It would have been obvious to one of ordinary skill in the art before the effective filing date of the claimed invention to modify the optical unit of Ito such that it includes a stopper, wherein the stopper has a shape identical to the first slider (i.e. fixing-side sliding surface 24 of Ito, for example) as disclosed in Wataya in order to effectively restrict the movement of the movement of the moving frame and thus the moving lens in order to realize a preset first focal length (see Wataya: [0012]; [0082]). A stopper is one of a finite number of devices which can be used to restrict movement of components with a reasonable expectation of success. Thus, modifying the optical unit of Ito such that it includes a stopper with a shape identical to the first slider (i.e. fixing-side sliding surface 24 of Ito, for example) as disclosed in Wataya would yield the predictable result of effectively restricting the movement of the movement of the moving frame and thus the moving lens in order to realize a preset first focal length (see Wataya: [0012]; [0082]).
Regarding claim 4, Ito in view of Wataya and Iwasaki discloses all features of the claimed invention as discussed with respect to claim 2 above, and Ito further teaches that “the first slider” is “made of a first material” (See [0034] and [0035] as discussed in claim 1 above, and “Consequently, from among the members in the fixing portion 2, the member whose distance from the magnet 12 is small and that is affected by the attraction force is preferably formed by using a non-magnetic material. If so, it is possible to ideally make the attraction force between the magnet 12 and the member zero. As a non-magnetic material, for example, a metallic material, such as austenitic stainless steel, aluminum, titanium, copper, copper alloy, or a resin material, such as polyether ether ketone (PEEK), polyacetal, polycarbonate, and polyimide, may be used” [0072]. As shown in FIG. 5, the fixing-side sliding surface 24 (i.e. first slider) is included within the fixing portion main body 20 of the fixing portion 2. Since members of the fixing portion 2 are ideally formed of a non-magnetic material such as a resin material and the fixing-side sliding surface 24 is one such member of the fixing portion 2, the first slider is made of a first material.).
Iwasaki further teaches “wherein the stopper” is “made of a first material” (See [Page 14, Line 34] as discussed in claim 1 above.).

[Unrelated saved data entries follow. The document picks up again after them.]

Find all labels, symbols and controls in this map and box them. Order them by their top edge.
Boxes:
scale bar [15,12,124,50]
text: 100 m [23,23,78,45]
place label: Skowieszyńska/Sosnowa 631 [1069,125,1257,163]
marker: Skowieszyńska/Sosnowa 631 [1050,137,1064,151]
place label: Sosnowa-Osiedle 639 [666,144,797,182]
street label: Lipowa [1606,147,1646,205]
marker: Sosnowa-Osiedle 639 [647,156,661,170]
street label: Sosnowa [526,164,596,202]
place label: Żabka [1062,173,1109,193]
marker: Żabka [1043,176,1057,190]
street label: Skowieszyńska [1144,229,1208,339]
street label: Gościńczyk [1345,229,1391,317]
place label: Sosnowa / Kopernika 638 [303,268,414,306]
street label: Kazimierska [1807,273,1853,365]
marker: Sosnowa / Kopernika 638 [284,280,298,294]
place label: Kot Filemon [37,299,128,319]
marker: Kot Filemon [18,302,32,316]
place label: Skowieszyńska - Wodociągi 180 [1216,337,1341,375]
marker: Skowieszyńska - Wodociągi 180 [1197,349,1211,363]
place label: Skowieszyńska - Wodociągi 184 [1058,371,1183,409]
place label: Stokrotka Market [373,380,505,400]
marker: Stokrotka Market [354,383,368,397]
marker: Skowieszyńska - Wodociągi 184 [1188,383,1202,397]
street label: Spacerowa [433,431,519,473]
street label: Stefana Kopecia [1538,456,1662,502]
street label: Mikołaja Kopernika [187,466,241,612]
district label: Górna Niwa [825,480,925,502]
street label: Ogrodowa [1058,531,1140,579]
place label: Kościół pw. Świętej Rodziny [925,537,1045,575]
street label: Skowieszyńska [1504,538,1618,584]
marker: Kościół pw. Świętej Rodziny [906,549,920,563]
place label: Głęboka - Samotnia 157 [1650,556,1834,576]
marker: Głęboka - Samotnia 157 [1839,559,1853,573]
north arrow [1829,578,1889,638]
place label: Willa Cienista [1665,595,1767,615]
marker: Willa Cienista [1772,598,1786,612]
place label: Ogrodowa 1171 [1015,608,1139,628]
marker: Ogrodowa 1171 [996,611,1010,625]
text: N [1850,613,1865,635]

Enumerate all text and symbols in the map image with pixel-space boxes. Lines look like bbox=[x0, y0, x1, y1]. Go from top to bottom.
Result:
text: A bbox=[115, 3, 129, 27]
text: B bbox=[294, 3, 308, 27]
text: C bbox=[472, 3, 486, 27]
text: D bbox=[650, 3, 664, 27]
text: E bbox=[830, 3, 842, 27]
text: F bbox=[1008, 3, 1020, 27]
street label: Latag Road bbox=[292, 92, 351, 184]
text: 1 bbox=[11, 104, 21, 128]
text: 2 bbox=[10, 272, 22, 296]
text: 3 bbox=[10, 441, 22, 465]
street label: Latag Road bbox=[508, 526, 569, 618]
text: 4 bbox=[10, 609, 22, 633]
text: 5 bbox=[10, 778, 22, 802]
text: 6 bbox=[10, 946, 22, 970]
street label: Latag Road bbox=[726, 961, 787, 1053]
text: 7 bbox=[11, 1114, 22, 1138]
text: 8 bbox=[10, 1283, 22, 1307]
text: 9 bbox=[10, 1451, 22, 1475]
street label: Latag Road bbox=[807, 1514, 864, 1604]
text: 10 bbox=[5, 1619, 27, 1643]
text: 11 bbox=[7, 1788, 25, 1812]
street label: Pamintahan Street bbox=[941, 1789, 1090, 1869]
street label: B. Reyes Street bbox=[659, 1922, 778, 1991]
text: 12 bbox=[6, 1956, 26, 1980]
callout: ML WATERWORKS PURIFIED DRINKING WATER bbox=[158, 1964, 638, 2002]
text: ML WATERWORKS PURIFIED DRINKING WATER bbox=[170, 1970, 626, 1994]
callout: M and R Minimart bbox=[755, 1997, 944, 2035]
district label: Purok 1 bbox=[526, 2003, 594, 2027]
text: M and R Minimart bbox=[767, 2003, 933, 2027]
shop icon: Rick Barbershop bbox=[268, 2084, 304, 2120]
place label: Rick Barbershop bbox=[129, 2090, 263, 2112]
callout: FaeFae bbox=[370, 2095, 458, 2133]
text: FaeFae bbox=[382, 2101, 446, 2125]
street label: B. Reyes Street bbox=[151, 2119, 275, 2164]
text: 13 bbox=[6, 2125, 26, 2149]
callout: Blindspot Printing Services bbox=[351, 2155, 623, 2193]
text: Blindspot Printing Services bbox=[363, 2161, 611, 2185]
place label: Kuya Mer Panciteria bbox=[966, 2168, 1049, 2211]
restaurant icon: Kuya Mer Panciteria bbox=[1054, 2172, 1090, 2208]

It would have been obvious to one of ordinary skill in the art before the effective filing date of the claimed invention to modify the optical unit of Ito such that it includes a first slider and a stopper which are made of a first material (i.e. resin) in order to ensure that these components of the optical unit are minimally affected by the attraction force produced by a magnet (see Ito: [0072]). Materials, such as resin, are durable and are less affected by attraction forces caused by magnets with a system. Therefore, one of ordinary skill in the art would be motivated to utilize resin to form the first slider and the stopper in order to ensure that these components are not impacted by magnetic forces and therefore, can provide stable positioning of a moving lens with a reasonable expectation of success. Thus, modifying the optical unit of Ito such that it includes a first slider and a stopper which are made of a first material (i.e. resin) would yield the predictable result of ensuring that these components of the optical unit are minimally affected by the attraction force produced by a magnet (see Ito: [0072]) and thus can provide stable positioning of the moving lens.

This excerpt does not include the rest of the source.